Star-Lord: Everybody stay where you are. Chill F out. (Quill powers off his helmet) I’m gonna ask you this one time. Where’s Gamora?

Tony: Yeah, I’ll do you one better. Who’s Gamora?

Drax: I’ll do you one better! Why is Gamora?

Star-Lord: Tell me where the girl is, or I swear to you, I’m gonna French fry this little freak.

Tony: Let’s do it! You shoot my guy, I blast him. Let’s go! (Tony extends his nanotech gun)

Drax: Do it, Quill! I can take it.

Mantis: No he can’t take it!

Strange: She’s right. You can’t.

Star-Lord: Oh yeah? You don’t wanna tell me where she is? That’s fine. I’ll kill all three of you and beat it out of Thanos myself. (To Parker) Starting with you.

Strange: Wait, what, Thanos? All right, let me ask you this one time. What master do you serve?

Star-Lord: What master do I serve? What am I supposed to say? “Jesus”?

Tony: You’re from Earth?

Star-Lord: I’m not from Earth. I’m from Missouri.

Tony: Yeah, that’s on Earth dip-shit. What are you hassling us for?

Peter Parker: So, you’re not with Thanos?

Star-Lord: With Thanos? (scoffs) No, I’m here to kill Thanos. He took my girl- Wait, who are you?

Peter Parker: We’re the Avengers, man.

Star-Lord: Oh.

Mantis: You’re the ones Thor told us about.

Tony: You know Thor?

Star-Lord: Yeah. Tall guy, not the good-looking, needed saving.

Tony: Where is he now?

[Cut to Nivadellir where Eitri is showing Thor, Rocket, and Groot the mold for Stormbreaker]

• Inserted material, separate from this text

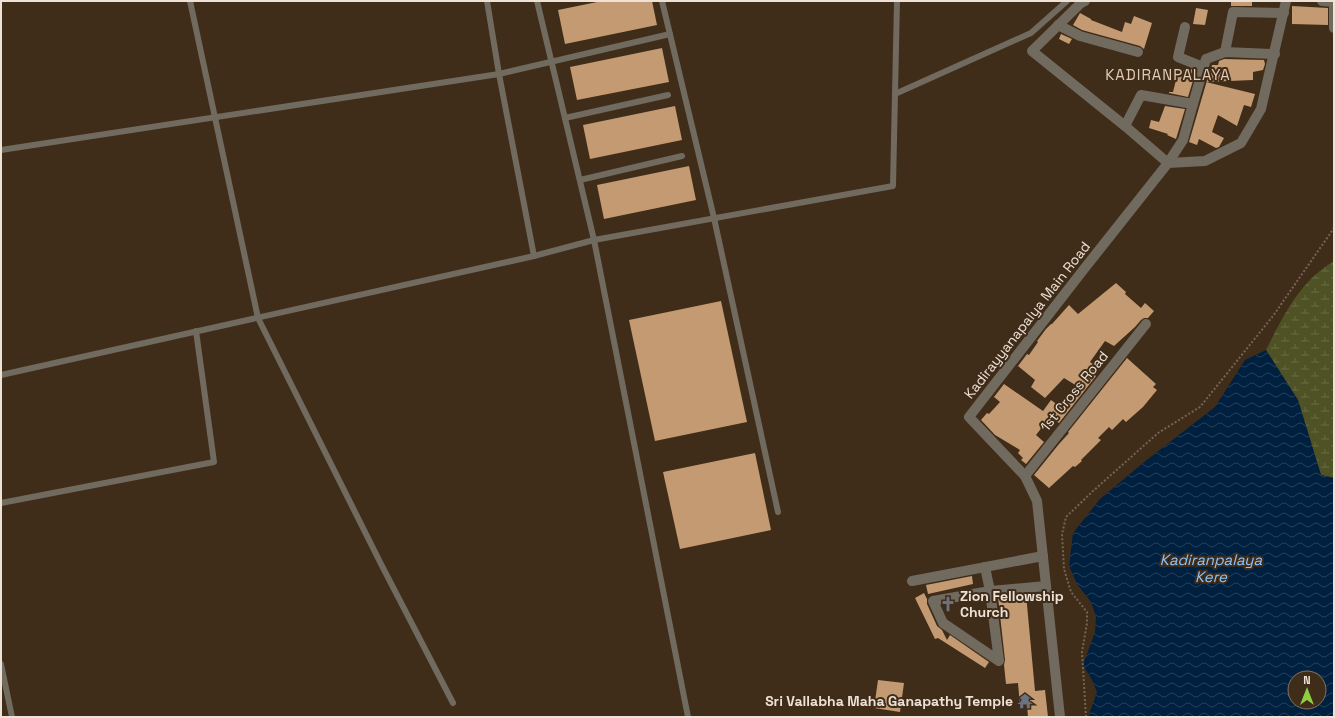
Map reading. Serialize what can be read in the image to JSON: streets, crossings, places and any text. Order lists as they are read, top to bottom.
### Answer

Rocket: This is plan? We’re gonna hit him with a brick?

Eitri: It’s a mold. A king’s weapon. Meant to be the greatest in Asgard. In theory, it could even summon the Bifrost.

Thor: Did it have a name?

Eitri: Stormbreaker.

Rocket: That’s a bit much.

Thor: So how do we make it?

Eitri: You’ll have to restart the forge. Awaken the heart of a dying star.

Thor: Rabbit, fire up the pod.

[Cut to Titan where Quill is measuring the planet’s tilt. Mantis is jumping in the low gravity]

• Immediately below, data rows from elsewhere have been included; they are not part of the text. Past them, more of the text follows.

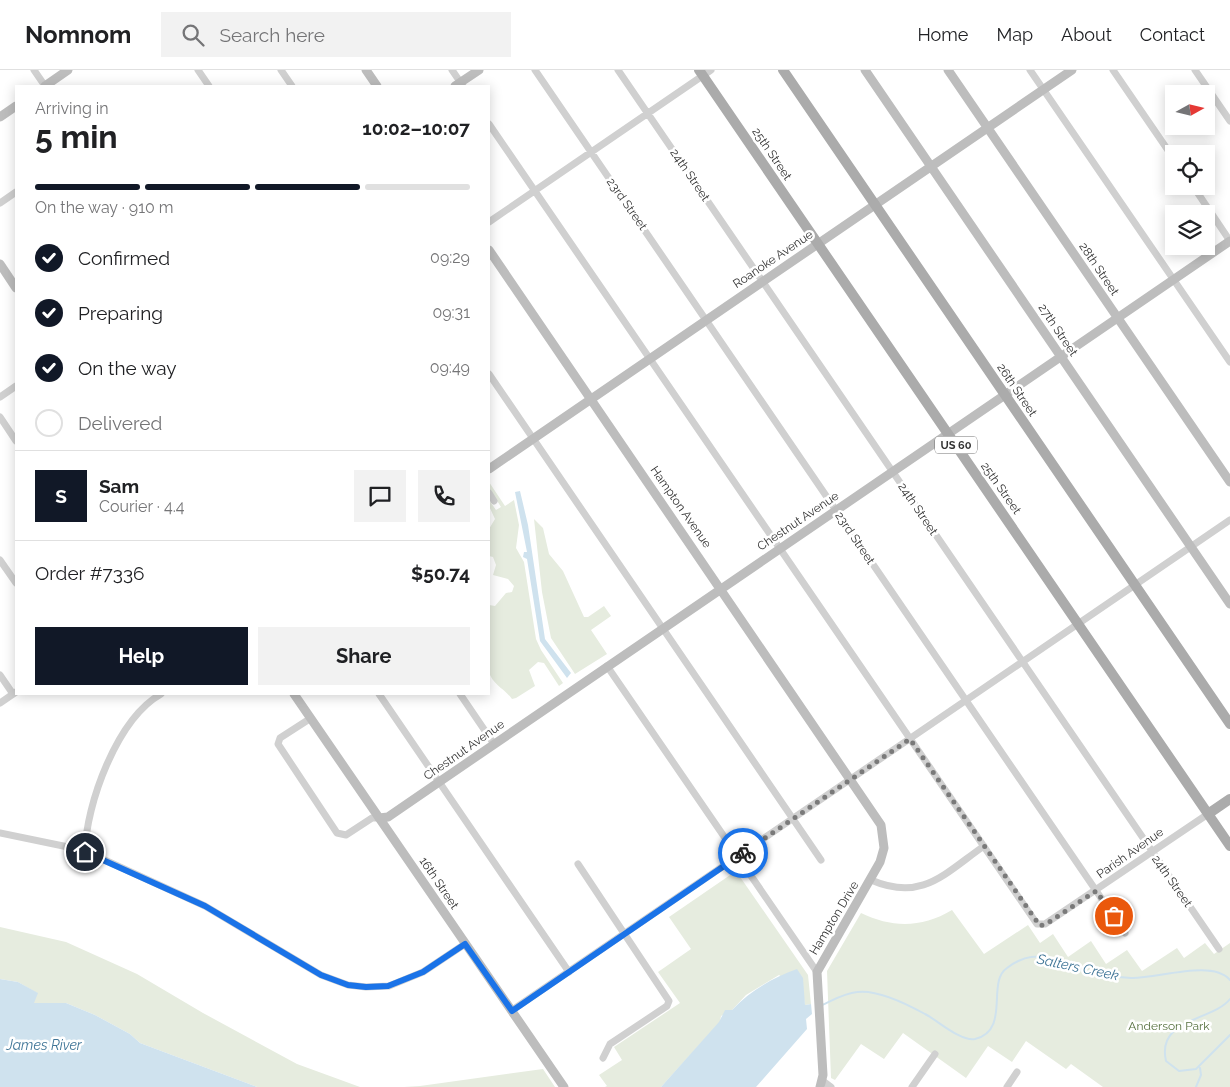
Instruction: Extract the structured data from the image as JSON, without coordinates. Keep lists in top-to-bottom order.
{
  "streets": {
    "main road": [
      "25th Street",
      "26th Street",
      "US 60",
      "Parish Avenue"
    ],
    "street": [
      "24th Street",
      "23rd Street",
      "Roanoke Avenue",
      "28th Street",
      "27th Street",
      "Hampton Avenue",
      "Chestnut Avenue",
      "16th Street",
      "Hampton Drive"
    ]
  },
  "crossings": [
    ["25th Street", "Roanoke Avenue"],
    ["25th Street", "Chestnut Avenue"],
    ["25th Street", "Parish Avenue"],
    ["24th Street", "Roanoke Avenue"],
    ["24th Street", "Chestnut Avenue"],
    ["24th Street", "Parish Avenue"],
    ["23rd Street", "Roanoke Avenue"],
    ["23rd Street", "Chestnut Avenue"],
    ["23rd Street", "Parish Avenue"],
    ["Roanoke Avenue", "28th Street"],
    ["Roanoke Avenue", "27th Street"],
    ["Roanoke Avenue", "26th Street"],
    ["Roanoke Avenue", "Hampton Avenue"],
    ["28th Street", "Chestnut Avenue"],
    ["27th Street", "Chestnut Avenue"],
    ["26th Street", "Chestnut Avenue"],
    ["Hampton Avenue", "Chestnut Avenue"],
    ["Hampton Avenue", "Hampton Drive"],
    ["Chestnut Avenue", "16th Street"]
  ],
  "water": ["Salters Creek", "James River"],
  "parks": ["Anderson Park"],
  "north": "right",
  "page": {
    "header": "Nomnom",
    "search": "Search here",
    "nav": [
      "Home",
      "Map",
      "About",
      "Contact"
    ],
    "heading": ["5 min", "Arriving in", "10:02–10:07"],
    "panel": [
      "Sam",
      "Courier · 4.4",
      "Order #7336",
      "$50.74"
    ],
    "bar": "On the way · 910 m",
    "list": [
      ["Confirmed", "09:29"],
      ["Preparing", "09:31"],
      ["On the way", "09:49"],
      "Delivered"
    ],
    "round": "S",
    "buttons": ["Help", "Share"]
  }
}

Quill: The *heck* happened to this planet? It’s eight degrees off its axis. Gravitational pull is all over the place.

Tony: Yeah, we got one advantage. He’s coming to us. We’ll use it. All right, I have a plan. Or at least the beginnings of one. It’s pretty simple. We draw him in, pin him down, get what we need. Definitely don’t wanna dance with this guy. We just need the gauntlet.

(Drax yawns)

Tony: Are you yawning? In the middle of this, while I’m breaking it down? Huh? Did you hear what I said?

Drax: I stopped listening after you said, “We need a plan.”

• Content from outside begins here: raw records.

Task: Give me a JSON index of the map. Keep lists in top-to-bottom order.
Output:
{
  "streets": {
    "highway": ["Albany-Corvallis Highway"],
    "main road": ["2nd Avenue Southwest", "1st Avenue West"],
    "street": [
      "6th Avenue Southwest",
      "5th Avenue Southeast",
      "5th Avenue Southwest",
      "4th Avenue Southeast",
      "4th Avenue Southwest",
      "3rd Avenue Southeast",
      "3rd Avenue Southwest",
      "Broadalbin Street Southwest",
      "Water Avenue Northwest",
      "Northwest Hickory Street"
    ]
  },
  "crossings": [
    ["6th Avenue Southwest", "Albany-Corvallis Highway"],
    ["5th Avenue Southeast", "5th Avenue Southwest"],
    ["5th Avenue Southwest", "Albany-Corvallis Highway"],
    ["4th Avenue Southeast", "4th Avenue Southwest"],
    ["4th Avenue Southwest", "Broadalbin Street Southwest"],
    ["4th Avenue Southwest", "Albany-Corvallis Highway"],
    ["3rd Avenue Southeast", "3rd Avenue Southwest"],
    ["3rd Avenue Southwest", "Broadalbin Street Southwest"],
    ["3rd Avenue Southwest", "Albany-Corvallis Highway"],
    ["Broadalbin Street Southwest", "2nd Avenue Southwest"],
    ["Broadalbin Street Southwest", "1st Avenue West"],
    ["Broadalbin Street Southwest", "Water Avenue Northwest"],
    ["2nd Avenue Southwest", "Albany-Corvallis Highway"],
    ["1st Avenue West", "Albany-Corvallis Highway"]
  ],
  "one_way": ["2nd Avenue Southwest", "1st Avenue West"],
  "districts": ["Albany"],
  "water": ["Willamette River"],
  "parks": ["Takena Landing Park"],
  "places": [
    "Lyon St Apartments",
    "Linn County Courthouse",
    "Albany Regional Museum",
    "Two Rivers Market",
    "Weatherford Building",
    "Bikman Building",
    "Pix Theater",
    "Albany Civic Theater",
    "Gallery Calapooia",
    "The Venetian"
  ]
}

Tony: (To Quill) Okay, Mr. Clean is on his own page.

Quill: See, “not winging it” isn’t really what they do.

Peter Parker: Uh, what exactly do they do?

Mantis: Kick names, take ass.

Drax: (Quietly as he shifts to a commanding position beside Mantis) Yeah, that’s right

Tony: (Tony stands for a moment with an expression of hopelessness) Alright, just get over her, please. Mr. Lord can you get your folks to circle up?

Quill: “Mr. Lord.” Star-Lord is fine. (Motions to Drax and Mantis)

Tony: We gotta coalesce. ‘Cause if all we come at him with is a plucky attitude..”

Quill: Dude, don’t call us plucky. We don’t know what is means. Alright, we’re optimistic, yes. I like your plan. Except it sucks, so let me do the plans, and that way it might be really good.

Drax: Tell him about the dance-off to save the universe.

Tony: What dance-off?

Quill: It’s nothing.

Peter Parker: Like in Footloose, the movie?

Quill: (Excitedly) Exactly like Footloose. Is it still the greatest movie in history?

Peter Parker: It never was.

(Quill frowns sadly at him)

Tony: Don’t encourage this, alright?

Peter Parker: Okay.

Tony: We’re getting no help from Flash Gordon here.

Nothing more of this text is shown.